Are we failing soldiers on a mental health front? Yeah, probably. But comparing suicides to combat deaths is just an attempt to get a cheap emotional rise because people assume without analysis that we should have lots of combat deaths
 

1. What is the current suicide rate among soldiers?

The current suicide rate among soldiers is approximately 20.2 per 100,000 individuals, according to the Department of Defense Suicide Event Report (DoDSER) for 2018.

2. How does the suicide rate among soldiers compare to the general population?

The suicide rate among soldiers is significantly higher than the general population, which has a rate of approximately 14.2 per 100,000 individuals.

3. Are soldiers more likely to die from suicide than being killed in combat?

Based on current statistics, soldiers are more likely to die from suicide than being killed in combat. In 2019, there were 139 reported active-duty military deaths due to suicide, compared to 26 combat-related deaths.

4. What are some risk factors for suicide among soldiers?

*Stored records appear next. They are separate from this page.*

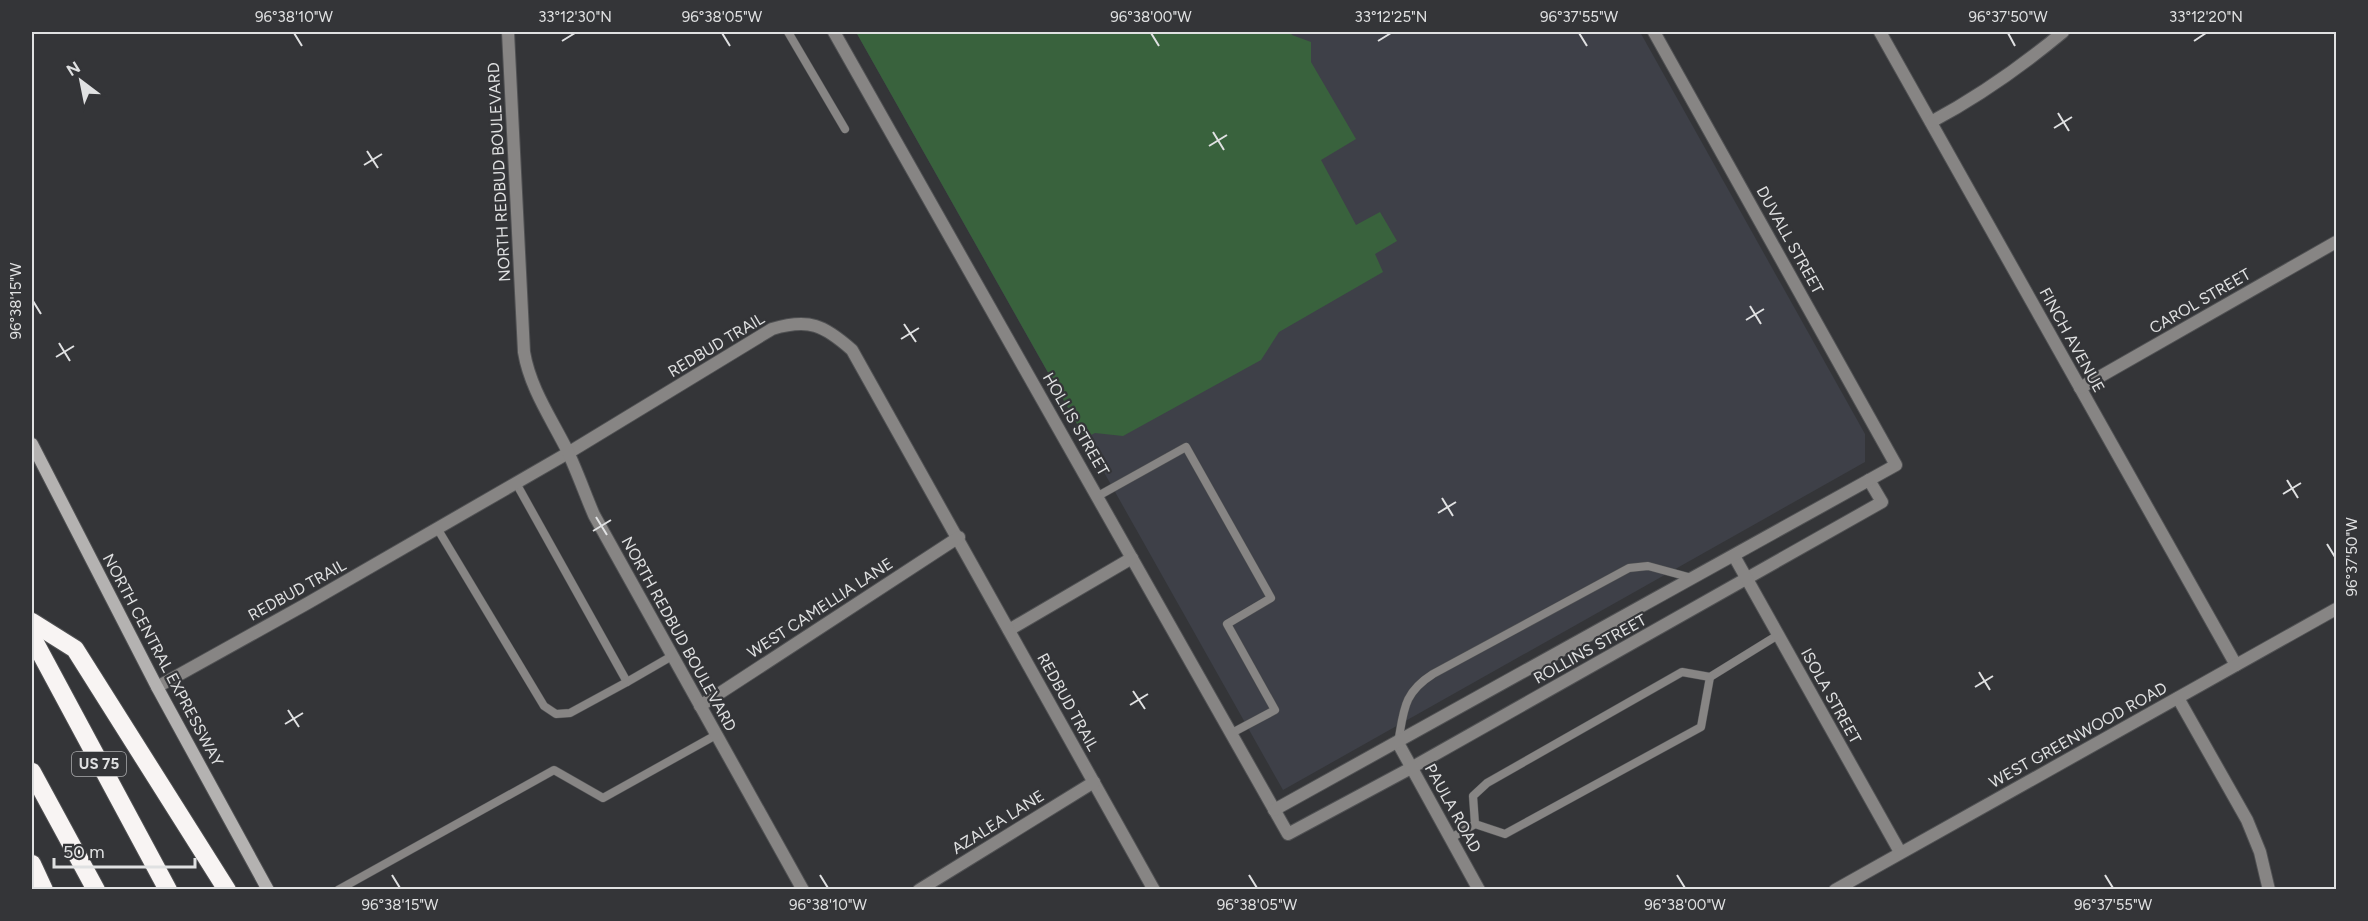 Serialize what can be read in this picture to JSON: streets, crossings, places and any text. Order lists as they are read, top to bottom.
{
  "streets": {
    "highway": ["US 75"],
    "main road": ["NORTH CENTRAL EXPRESSWAY"],
    "street": [
      "NORTH REDBUD BOULEVARD",
      "DUVALL STREET",
      "CAROL STREET",
      "FINCH AVENUE",
      "REDBUD TRAIL",
      "HOLLIS STREET",
      "WEST CAMELLIA LANE",
      "ROLLINS STREET",
      "ISOLA STREET",
      "WEST GREENWOOD ROAD",
      "PAULA ROAD",
      "AZALEA LANE"
    ]
  },
  "crossings": [
    ["NORTH REDBUD BOULEVARD", "REDBUD TRAIL"],
    ["NORTH REDBUD BOULEVARD", "WEST CAMELLIA LANE"],
    ["DUVALL STREET", "ROLLINS STREET"],
    ["CAROL STREET", "FINCH AVENUE"],
    ["FINCH AVENUE", "WEST GREENWOOD ROAD"],
    ["REDBUD TRAIL", "WEST CAMELLIA LANE"],
    ["REDBUD TRAIL", "NORTH CENTRAL EXPRESSWAY"],
    ["REDBUD TRAIL", "AZALEA LANE"],
    ["HOLLIS STREET", "ROLLINS STREET"],
    ["ROLLINS STREET", "ISOLA STREET"],
    ["ROLLINS STREET", "PAULA ROAD"],
    ["ISOLA STREET", "WEST GREENWOOD ROAD"]
  ],
  "scale_bar": "50 m",
  "north": "top left",
  "coordinates": [
    "96°38'10\"W",
    "33°12'30\"N",
    "96°38'05\"W",
    "96°38'00\"W",
    "33°12'25\"N",
    "96°37'55\"W",
    "96°37'50\"W",
    "33°12'20\"N",
    "96°38'15\"W"
  ]
} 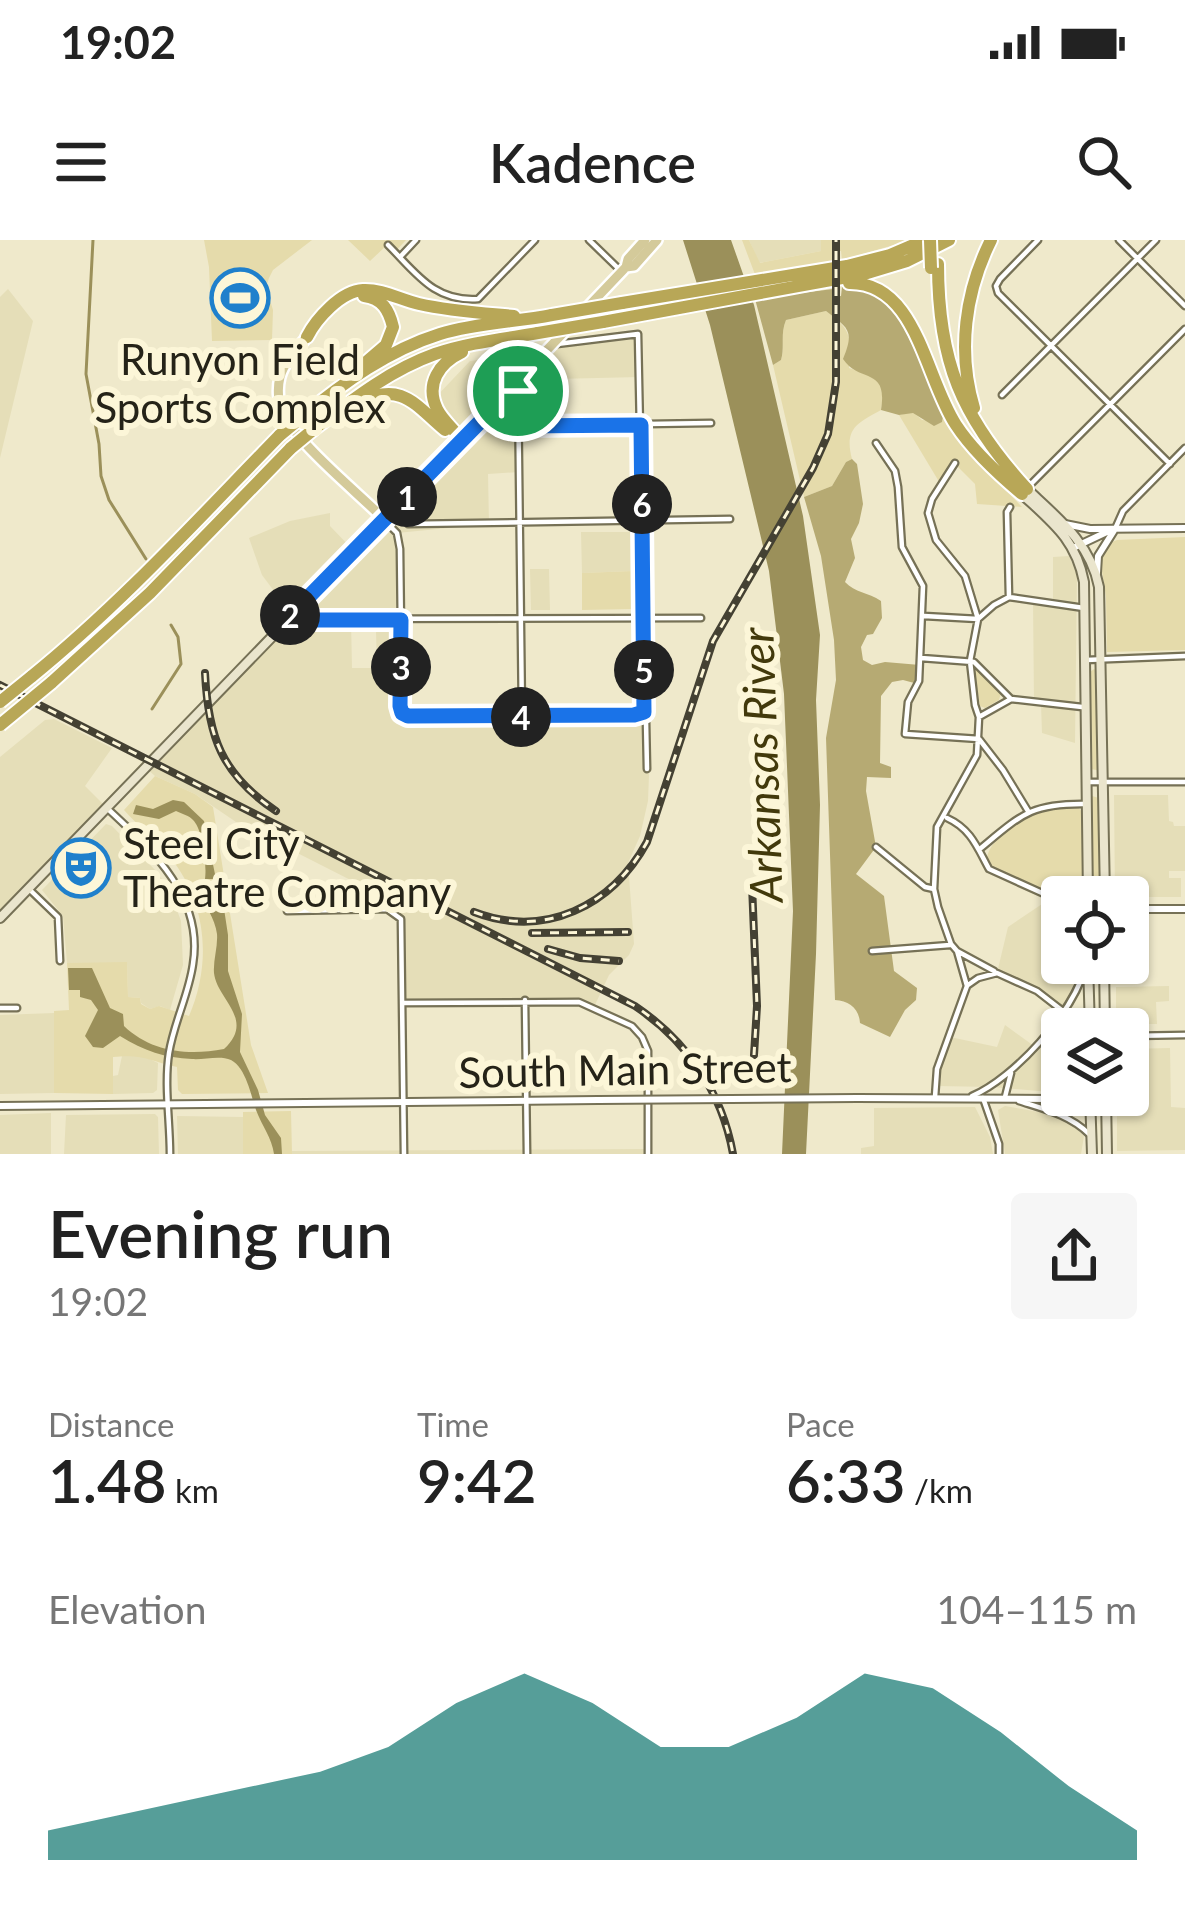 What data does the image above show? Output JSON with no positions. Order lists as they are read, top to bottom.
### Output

Some risk factors for suicide among soldiers include deployment-related stress, mental health issues such as PTSD and depression, access to firearms, and personal or relationship problems.

5. What is being done to address the issue of suicide among soldiers?

The military has implemented various programs and initiatives aimed at addressing the issue of suicide among soldiers, including increased mental health resources, suicide prevention training, and destigmatizing seeking help for mental health issues. Additionally, there are ongoing research efforts to better understand and prevent suicide among soldiers.